ANAHEIM, CALIF. — Dr. John White, Ph.D., acknowledges food and beverage companies are under pressure to reformulate away from high-fructose corn syrup and use sugar (sucrose) in their products. Such reformulation implies one sweetener is healthier than the other, he said.

"That is simply not true, and it is very misleading to consumers," said Dr. White, president of White Technical Research, Argenta, Ill., in a media briefing put together by the Washington-based Corn Refiners Association June 7 at the Institute of Food Technologists’ annual meeting and food exposition in Anaheim.

Exchanging one sweetener for the other is a "metabolic wash," he said, and added both the American Medical Association and the American Dietetic Association agree.

Dr. James Rippe, M.D., a cardiologist and biomedical sciences professor at the University of Central Florida, Orlando, Fla., gave four reasons why the public has shunned HFCS in great numbers.

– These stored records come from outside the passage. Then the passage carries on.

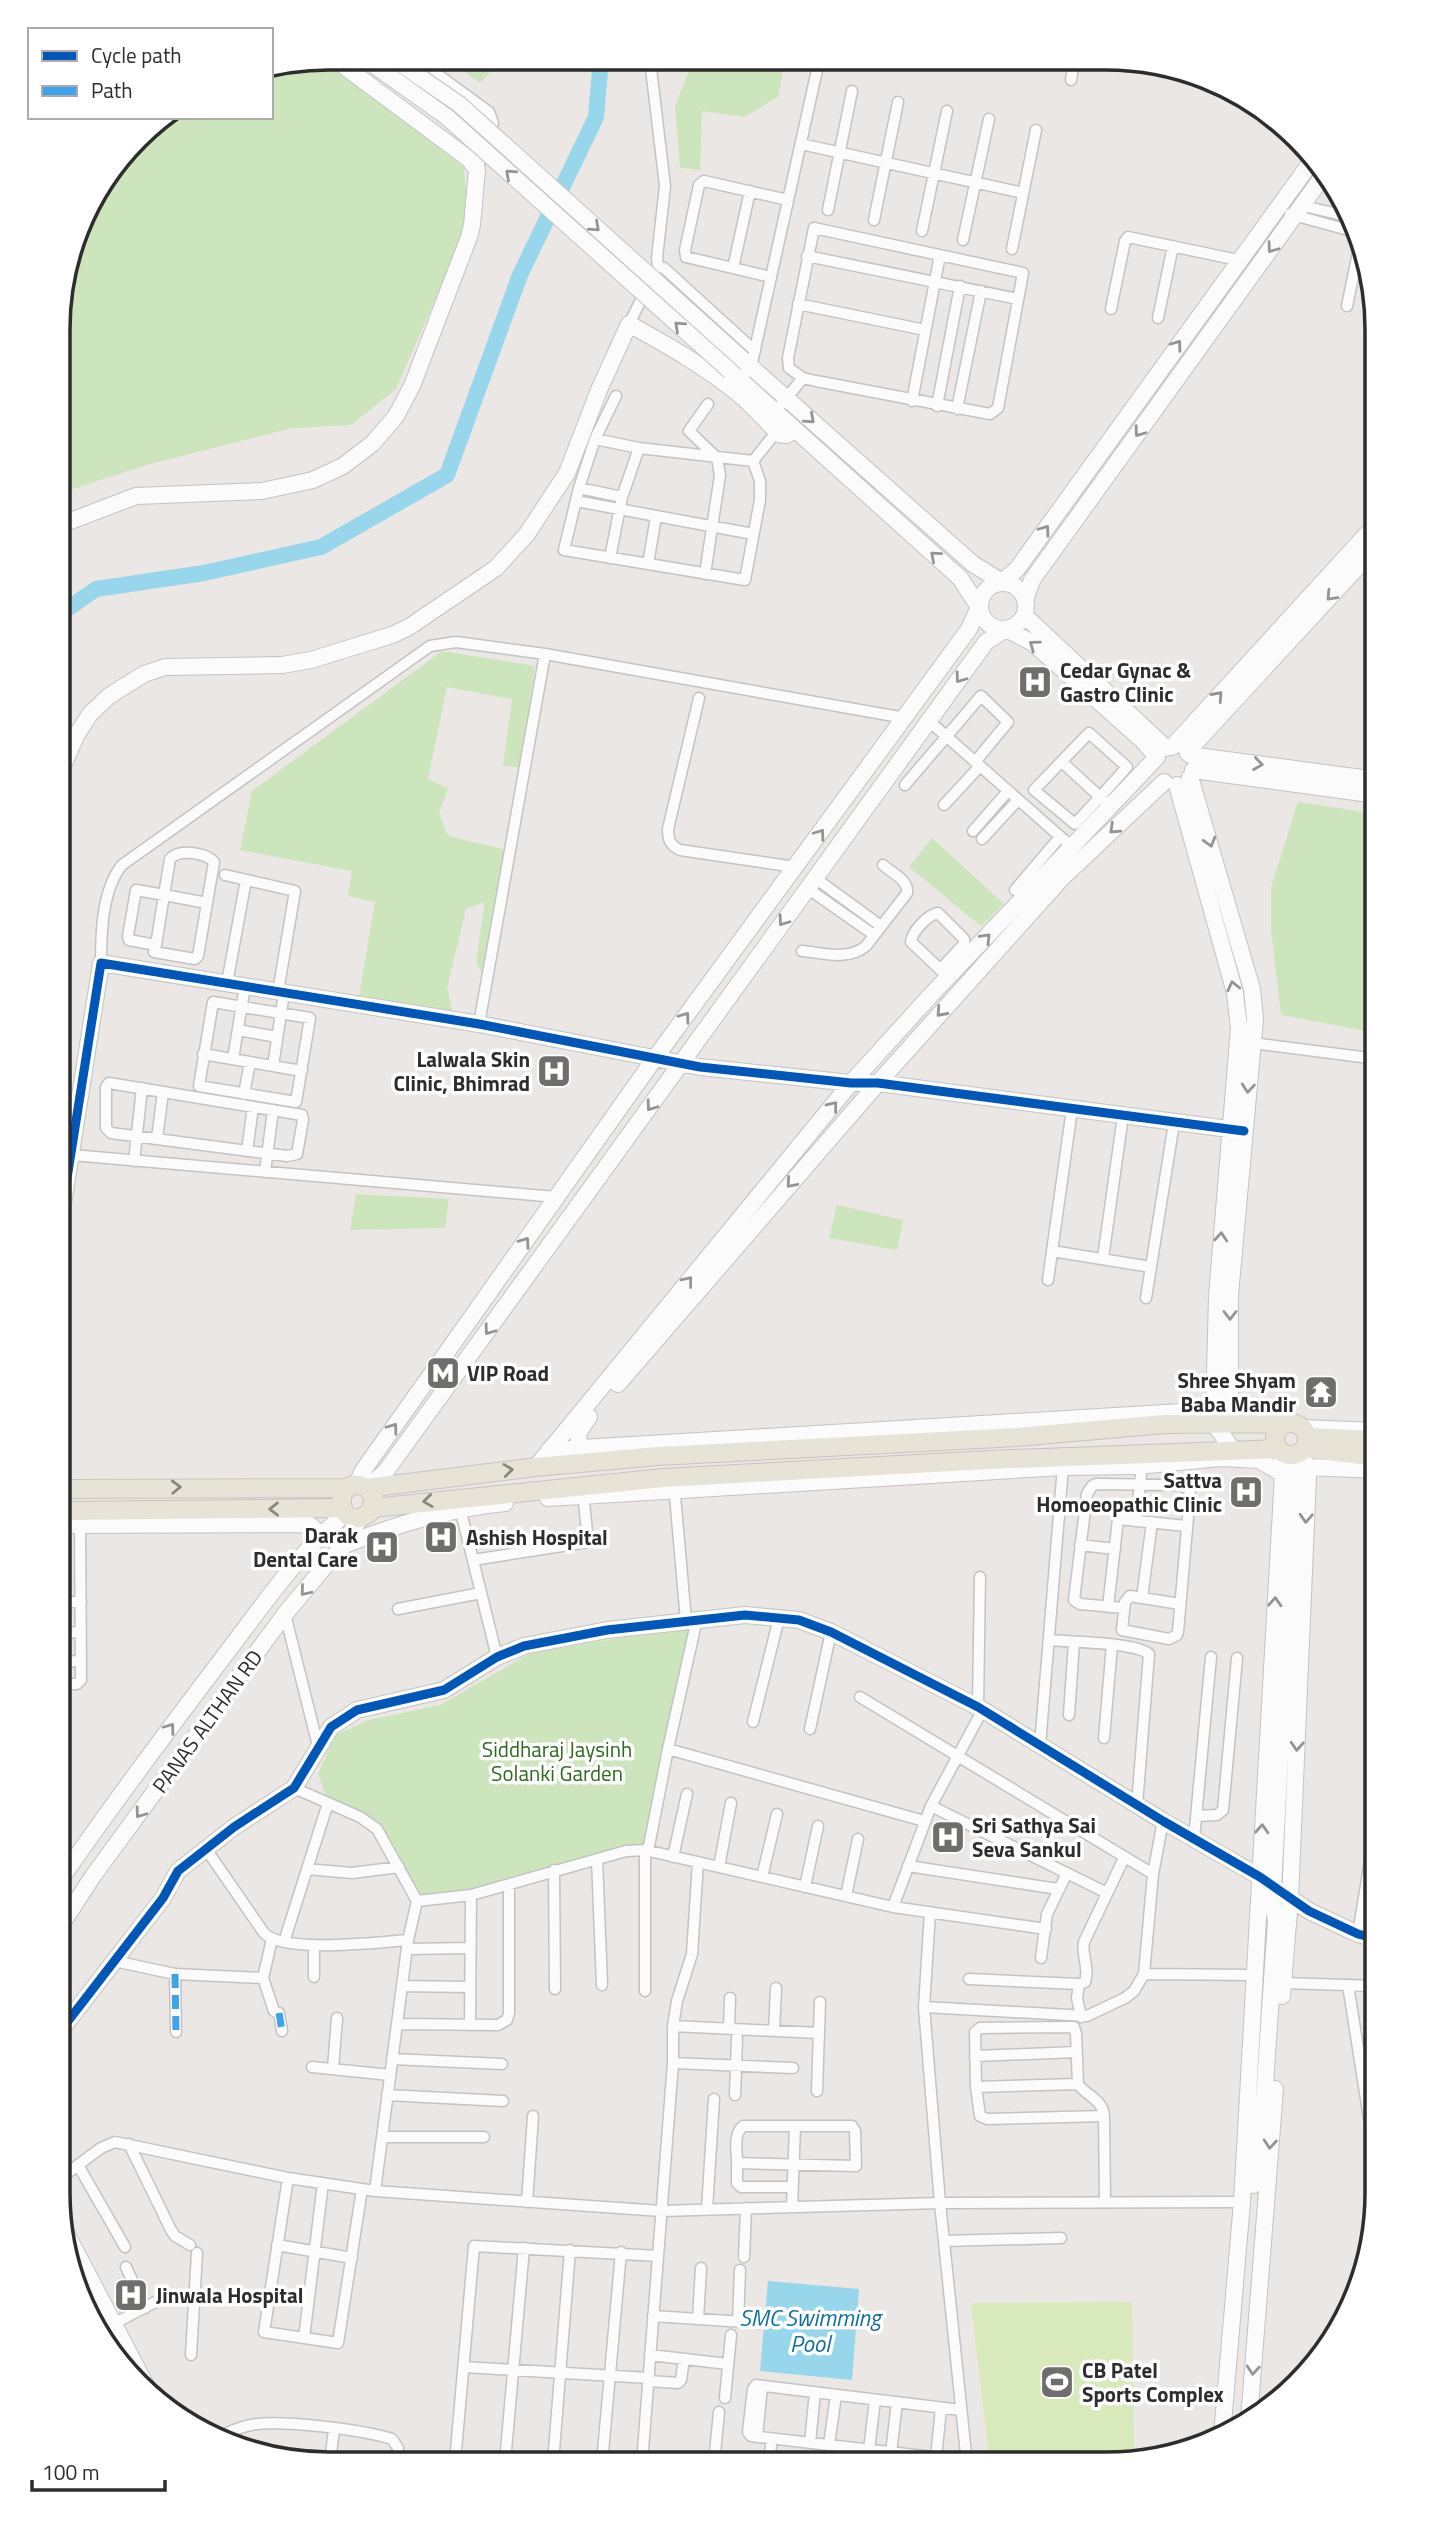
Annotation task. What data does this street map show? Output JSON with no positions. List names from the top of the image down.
{
  "streets": {
    "main road": ["PANAS ALTHAN RD"]
  },
  "water": ["SMC Swimming Pool"],
  "parks": ["Siddharaj Jaysinh Solanki Garden"],
  "places": {
    "hospital": [
      "Cedar Gynac & Gastro Clinic",
      "Lalwala Skin Clinic, Bhimrad",
      "Sattva Homoeopathic Clinic",
      "Ashish Hospital",
      "Darak Dental Care",
      "Sri Sathya Sai Seva Sankul",
      "Jinwala Hospital"
    ],
    "metro station": ["VIP Road"],
    "temple": ["Shree Shyam Baba Mandir"],
    "sports": ["CB Patel Sports Complex"]
  },
  "legend": ["Cycle path", "Path"],
  "scale_bar": "100 m"
}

First, an opinion piece in The New York Times in 2004 said it was interesting that obesity became a U.S. epidemic during the same time HFCS use increased. Dr. Rippe said this statement marked an association, but not a cause. One also could note the association between the obesity epidemic and the rise of cell phone use.

"You could blame the obesity epidemic on cell phones," he said.

For the second reason, high-fructose corn syrup probably is poorly named, Dr. Rippe said.

"The public cannot be expected to know the difference between pure fructose and high-fructose corn syrup," he said. "High-fructose corn syrup sounds like it must have a lot of fructose in it."

HFCS may have as much as 55% fructose. Sucrose has about 50%. Agave nectar, Dr. Rippe said, has 70%.

For reason No. 3, studies recently have come out comparing pure fructose to pure glucose. They show diets high in pure fructose to be unhealthy. Consumers mistakenly may infer those findings include diets high in high-fructose corn syrup.

"I will say again, we cannot expect the public to draw a distinction between fructose and high-fructose corn syrup," Dr. Rippe said.

For the final reason, obesity, particularly childhood obesity, has become an emotional issue. People want a simple answer to the problem and want to point a "smoking gun" at something, Dr. Rippe said. Some people have blamed HFCS even though Dr. Rippe said he agreed with Dr. White that HFCS and sugar are similar in many ways. Dr. Rippe listed such areas as triglycerides, blood sugar effect and caloric value.

"There is no longer any scientific debate on this," he said. "Now we have to go back and convince the public that there is no benefit for replacing high-fructose corn syrup with sucrose."